SINGAPORE — Discovery Channel has launched its First Time Filmmakers project for Asia, continuing its hunt for programming of local relevance.
The network is accepting proposals from Singapore, Malaysia, Thailand, Indonesia, the Philippines and Taiwan following its success in South Africa, Europe and Australia.
The six successful entries will make their docs with extreme real-time and budget constraints.
“They will have to tackle the logistics of filming,” says Discovery Networks Asia’s director of programming James Gibbons. “They will have to demonstrate that their stories can be filmed with a minimum of travel, within five to seven days.”
The resultant six half-hour shows will air in the Asia Pacific region this December, and Discovery will maintain a working relationship with the winners.
“The network … challenges talented young filmmakers to bring something truly innovative to the table,” says director of marketing and communications Kevin Dickie.
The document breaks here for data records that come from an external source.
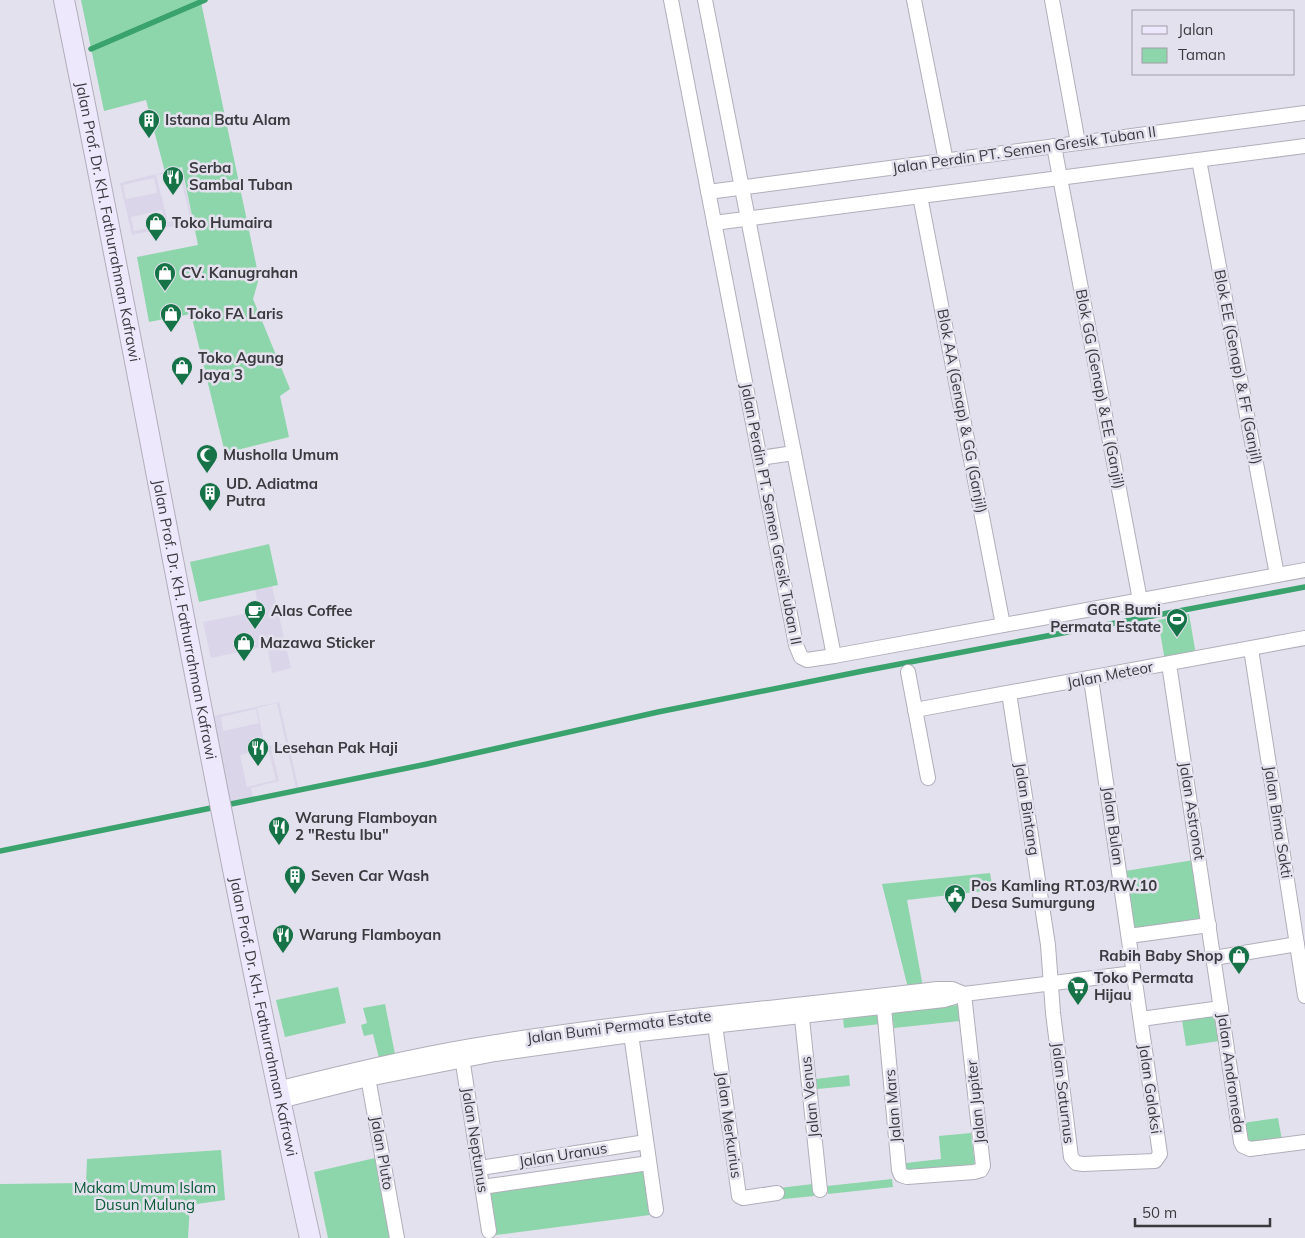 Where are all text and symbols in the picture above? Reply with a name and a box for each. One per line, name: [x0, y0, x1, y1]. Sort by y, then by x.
legend: [1132, 10, 1295, 75]
text: Jalan: [1178, 20, 1213, 39]
text: Taman: [1178, 45, 1226, 64]
street label: Jalan Prof. Dr. KH. Fathurrahman Kafrawi: [72, 80, 145, 363]
building icon: Istana Batu Alam: [137, 108, 161, 139]
place label: Istana Batu Alam: [165, 110, 290, 129]
street label: Jalan Perdin PT. Semen Gresik Tuban II: [891, 122, 1157, 177]
place label: Serba Sambal Tuban: [189, 158, 293, 194]
restaurant icon: Serba Sambal Tuban: [161, 165, 185, 196]
shop icon: Toko Humaira: [144, 211, 168, 242]
place label: Toko Humaira: [172, 213, 273, 232]
shop icon: CV. Kanugrahan: [153, 261, 177, 292]
place label: CV. Kanugrahan: [181, 263, 298, 282]
street label: Blok EE (Genap) & FF (Ganjil): [1210, 268, 1267, 466]
street label: Blok GG (Genap) & EE (Ganjil): [1072, 287, 1129, 491]
shop icon: Toko FA Laris: [159, 302, 183, 333]
place label: Toko FA Laris: [187, 304, 283, 323]
street label: Blok AA (Genap) & GG (Ganjil): [933, 307, 992, 515]
place label: Toko Agung Jaya 3: [198, 348, 284, 384]
shop icon: Toko Agung Jaya 3: [170, 355, 194, 386]
street label: Jalan Perdin PT. Semen Gresik Tuban II: [737, 381, 806, 646]
mosque icon: Musholla Umum: [195, 443, 219, 474]
place label: Musholla Umum: [223, 445, 339, 464]
place label: UD. Adiatma Putra: [226, 474, 318, 510]
street label: Jalan Prof. Dr. KH. Fathurrahman Kafrawi: [149, 478, 221, 761]
building icon: UD. Adiatma Putra: [198, 481, 222, 512]
cafe icon: Alas Coffee: [243, 599, 267, 630]
place label: GOR Bumi Permata Estate: [1050, 600, 1161, 636]
place label: Alas Coffee: [271, 601, 353, 620]
sports icon: GOR Bumi Permata Estate: [1165, 607, 1189, 638]
shop icon: Mazawa Sticker: [232, 631, 256, 662]
place label: Mazawa Sticker: [260, 633, 375, 652]
street label: Jalan Meteor: [1065, 657, 1155, 692]
restaurant icon: Lesehan Pak Haji: [246, 736, 270, 767]
place label: Lesehan Pak Haji: [274, 738, 398, 757]
street label: Jalan Astronot: [1175, 760, 1210, 861]
street label: Jalan Bintang: [1011, 761, 1044, 857]
street label: Jalan Bima Sakti: [1260, 764, 1297, 880]
street label: Jalan Bulan: [1099, 785, 1128, 867]
place label: Warung Flamboyan 2 "Restu Ibu": [295, 808, 437, 844]
restaurant icon: Warung Flamboyan 2 "Restu Ibu": [267, 815, 291, 846]
building icon: Seven Car Wash: [283, 864, 307, 895]
place label: Seven Car Wash: [311, 866, 429, 885]
street label: Jalan Prof. Dr. KH. Fathurrahman Kafrawi: [226, 875, 302, 1158]
place label: Pos Kamling RT.03/RW.10 Desa Sumurgung: [971, 876, 1157, 912]
public building icon: Pos Kamling RT.03/RW.10 Desa Sumurgung: [943, 883, 967, 914]
restaurant icon: Warung Flamboyan: [271, 923, 295, 954]
place label: Warung Flamboyan: [299, 925, 441, 944]
shop icon: Rabih Baby Shop: [1227, 944, 1251, 975]
place label: Rabih Baby Shop: [1099, 946, 1223, 965]
place label: Toko Permata Hijau: [1094, 968, 1194, 1004]
supermarket icon: Toko Permata Hijau: [1066, 975, 1090, 1006]
street label: Jalan Bumi Permata Estate: [526, 1006, 712, 1047]
street label: Jalan Andromeda: [1214, 1012, 1249, 1134]
street label: Jalan Saturnus: [1048, 1041, 1079, 1145]
street label: Jalan Galaksi: [1135, 1043, 1166, 1135]
street label: Jalan Venus: [796, 1055, 823, 1139]
street label: Jalan Jupiter: [962, 1059, 989, 1145]
street label: Jalan Mars: [880, 1068, 905, 1144]
street label: Jalan Merkurius: [713, 1071, 746, 1179]
street label: Jalan Neptunus: [458, 1086, 493, 1194]
street label: Jalan Pluto: [367, 1114, 398, 1191]
street label: Jalan Uranus: [517, 1138, 609, 1171]
park label: Makam Umum Islam Dusun Mulung: [74, 1178, 216, 1214]
scale bar: [1135, 1196, 1270, 1228]
text: 50 m: [1142, 1203, 1177, 1222]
Not that such a project is without its downside. Dickie admits the initiative is “not cheap” but that the end justifies the means in discovering and nurturing new local talent.
“It certainly makes an impact on the market,” he says referring to the project’s previous track record. “And it shows our commitment to the region as a whole.”
The importance of local relevance has been a lesson learned the hard way for many U.S. networks in Asia, who wrongly assumed Asian auds would lap up Western shows.
Despite a presence in the region since 1993, few have made a profit. Discovery is one of the first in Asia Pacific to have broken even.
Projects like First Time Filmmakers are seen as generating and sustaining local interest. “We see it as an opportunity to tap the talent pool,” says Dickie, “and to continue to work with successful applicants in the future.”